Je fus envoyée au cabinet noir (oui, oui, mais c’était une punition pour adultes ; moi, j’adorais ce grand placard mystérieux).
On hurla beaucoup autour de moi, mes parents me grondaient toutes les trois minutes, et je niais férocement : ce n’était pas moi. Personne ne me crut.

Quelques mois plus tard, Solange m’envoya chercher du fil dans sa boîte à couture.
Au moment où j’arrivais dans la pièce, elle cria : « Reviens, j’en ai ! »
Mais mon cerveau, toujours branché sur la mission du fil, n’enregistra pas le contre-ordre.
J’ouvris la boîte. Et là, au beau milieu, je le découvris : entre deux aiguilles à crochet (elle adorait le crochet, et me faisait d’abominables pulls qu’elle me forçait à porter en visite).
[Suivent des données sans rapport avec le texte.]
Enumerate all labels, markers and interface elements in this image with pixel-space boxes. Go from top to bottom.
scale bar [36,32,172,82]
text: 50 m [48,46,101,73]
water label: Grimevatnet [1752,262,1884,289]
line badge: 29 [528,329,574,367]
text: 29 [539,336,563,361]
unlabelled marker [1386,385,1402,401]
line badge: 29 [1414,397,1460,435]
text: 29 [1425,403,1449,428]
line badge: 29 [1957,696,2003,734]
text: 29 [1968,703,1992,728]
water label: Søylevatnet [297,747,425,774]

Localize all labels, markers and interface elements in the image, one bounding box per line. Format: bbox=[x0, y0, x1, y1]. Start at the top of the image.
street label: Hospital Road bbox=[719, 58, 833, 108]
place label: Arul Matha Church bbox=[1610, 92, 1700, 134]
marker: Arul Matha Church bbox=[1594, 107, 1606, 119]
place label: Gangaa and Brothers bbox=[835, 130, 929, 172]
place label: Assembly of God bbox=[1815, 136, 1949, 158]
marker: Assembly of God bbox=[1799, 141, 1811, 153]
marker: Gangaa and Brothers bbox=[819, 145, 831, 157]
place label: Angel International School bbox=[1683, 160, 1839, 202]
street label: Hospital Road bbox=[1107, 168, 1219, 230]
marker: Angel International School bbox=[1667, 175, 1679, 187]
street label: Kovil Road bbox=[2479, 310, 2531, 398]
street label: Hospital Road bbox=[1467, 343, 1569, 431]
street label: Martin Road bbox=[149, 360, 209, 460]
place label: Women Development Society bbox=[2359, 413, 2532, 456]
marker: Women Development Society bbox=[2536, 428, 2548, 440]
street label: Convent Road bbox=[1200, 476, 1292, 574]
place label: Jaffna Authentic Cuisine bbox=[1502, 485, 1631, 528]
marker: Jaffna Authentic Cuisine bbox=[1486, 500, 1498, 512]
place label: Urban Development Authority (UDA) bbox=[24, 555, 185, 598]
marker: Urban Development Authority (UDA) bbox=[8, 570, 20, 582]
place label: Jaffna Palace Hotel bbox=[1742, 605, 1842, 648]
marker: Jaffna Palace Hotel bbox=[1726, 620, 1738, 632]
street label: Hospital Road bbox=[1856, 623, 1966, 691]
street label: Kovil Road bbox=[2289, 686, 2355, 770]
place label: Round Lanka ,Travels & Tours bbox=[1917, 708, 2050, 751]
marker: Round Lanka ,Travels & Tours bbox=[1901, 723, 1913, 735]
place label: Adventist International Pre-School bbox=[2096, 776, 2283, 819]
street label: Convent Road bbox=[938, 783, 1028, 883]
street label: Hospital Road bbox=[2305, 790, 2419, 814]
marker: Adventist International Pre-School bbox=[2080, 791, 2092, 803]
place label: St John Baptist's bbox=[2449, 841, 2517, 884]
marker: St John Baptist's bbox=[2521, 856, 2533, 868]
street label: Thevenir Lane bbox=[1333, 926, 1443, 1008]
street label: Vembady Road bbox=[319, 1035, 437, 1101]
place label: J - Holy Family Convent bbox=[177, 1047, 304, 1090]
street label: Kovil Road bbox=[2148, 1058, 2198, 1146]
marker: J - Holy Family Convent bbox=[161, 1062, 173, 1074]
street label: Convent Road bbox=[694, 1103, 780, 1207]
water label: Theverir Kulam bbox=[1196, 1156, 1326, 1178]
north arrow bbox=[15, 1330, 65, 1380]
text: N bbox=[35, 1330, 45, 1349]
Je revins ravie, le couteau à la main : je l’avais retrouvé.
Alors je croisai son regard, celui que ma mère appelait son « regard de poule psychopathe », et je sus.
Et je sus qu’elle savait que j’avais compris.

Elle m’aimait pourtant. J’étais, comme son père, bien que vivante, une de ses seules affections au monde. Et c’est le pire : je savais qu’elle m’aimait, et j’ai mis des années à cesser de l’aimer, au grand désespoir de ma mère qui voyait cela, non sans raison, comme une trahison.
Mais les enfants, ça aime les adultes autour : c’est programmé pour.
Maman, tu aurais dû t’en souvenir.

La seule fois que je la vis manifester une émotion sincère, ou du moins dont je ne questionnai pas la sincérité, ce fut lors de notre visite à l’ossuaire de Douaumont, un jour d’été des années quatre-vingt-dix.
On y avait enterré Louis en vrac, sa chair et ses os mêlés à ceux des autres.

Elle, toujours impeccablement mise, maquillée à la cire comme je la verrai toujours jusqu’à ses quatre-vingt-dix ans, la mise en plis aussi solide qu’un casque de poilu, les lèvres serrées.
Et soudain, la carapace se fendit.
Pas un grand sanglot, pas même un mot.
Juste un tremblement minuscule dans la mâchoire, et cette larme improbable qui creusa doucement la couche épaisse sur sa joue, comme une coulure de bougie.

Je repense souvent à cette larme.
Ce jour-là, elle avait cessé de tricher. Elle n’était plus la reine du monde, juste une enfant sans père, regardant enfin ce que la guerre lui avait volé.
Peut-être que le mensonge avait été sa manière de survivre. Quand on perd tout à cinq ans, on se fabrique facilement un récit où l’on a toujours raison.

Trump, c’est pareil. Il ment pour exister.
Mais là où le sien ravage la planète, celui de Solange ne dépassait pas la nappe cirée.
Même besoin d’admiration, même peur du vide, même art de tordre la réalité jusqu’à ce qu’elle craque.

Je garde le couteau sur mon bureau.
Il ouvre le courrier, fend les enveloppes, tranche les illusions.
On peut forger du beau avec les restes d’un obus, mais il faut se méfier : certaines choses continuent d’exploser longtemps après la guerre.